▶ Excerpted data
= = = = =

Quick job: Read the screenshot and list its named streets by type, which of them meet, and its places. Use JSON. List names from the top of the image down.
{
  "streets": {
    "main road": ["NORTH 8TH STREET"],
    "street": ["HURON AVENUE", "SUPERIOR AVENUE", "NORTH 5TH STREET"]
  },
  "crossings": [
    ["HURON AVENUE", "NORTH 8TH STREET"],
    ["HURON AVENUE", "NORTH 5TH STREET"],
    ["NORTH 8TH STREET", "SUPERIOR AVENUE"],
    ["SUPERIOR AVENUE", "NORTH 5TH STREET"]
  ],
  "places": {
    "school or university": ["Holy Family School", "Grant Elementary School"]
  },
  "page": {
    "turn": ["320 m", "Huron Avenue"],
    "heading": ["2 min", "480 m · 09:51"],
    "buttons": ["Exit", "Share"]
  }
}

= = = = =

▶ Action item
The records need to be reproduced in their entirety, word for word.

▶ Exercise result
Quick job: Read the screenshot and list its named streets by type, which of them meet, and its places. Use JSON. List names from the top of the image down.
{
  "streets": {
    "main road": ["NORTH 8TH STREET"],
    "street": ["HURON AVENUE", "SUPERIOR AVENUE", "NORTH 5TH STREET"]
  },
  "crossings": [
    ["HURON AVENUE", "NORTH 8TH STREET"],
    ["HURON AVENUE", "NORTH 5TH STREET"],
    ["NORTH 8TH STREET", "SUPERIOR AVENUE"],
    ["SUPERIOR AVENUE", "NORTH 5TH STREET"]
  ],
  "places": {
    "school or university": ["Holy Family School", "Grant Elementary School"]
  },
  "page": {
    "turn": ["320 m", "Huron Avenue"],
    "heading": ["2 min", "480 m · 09:51"],
    "buttons": ["Exit", "Share"]
  }
}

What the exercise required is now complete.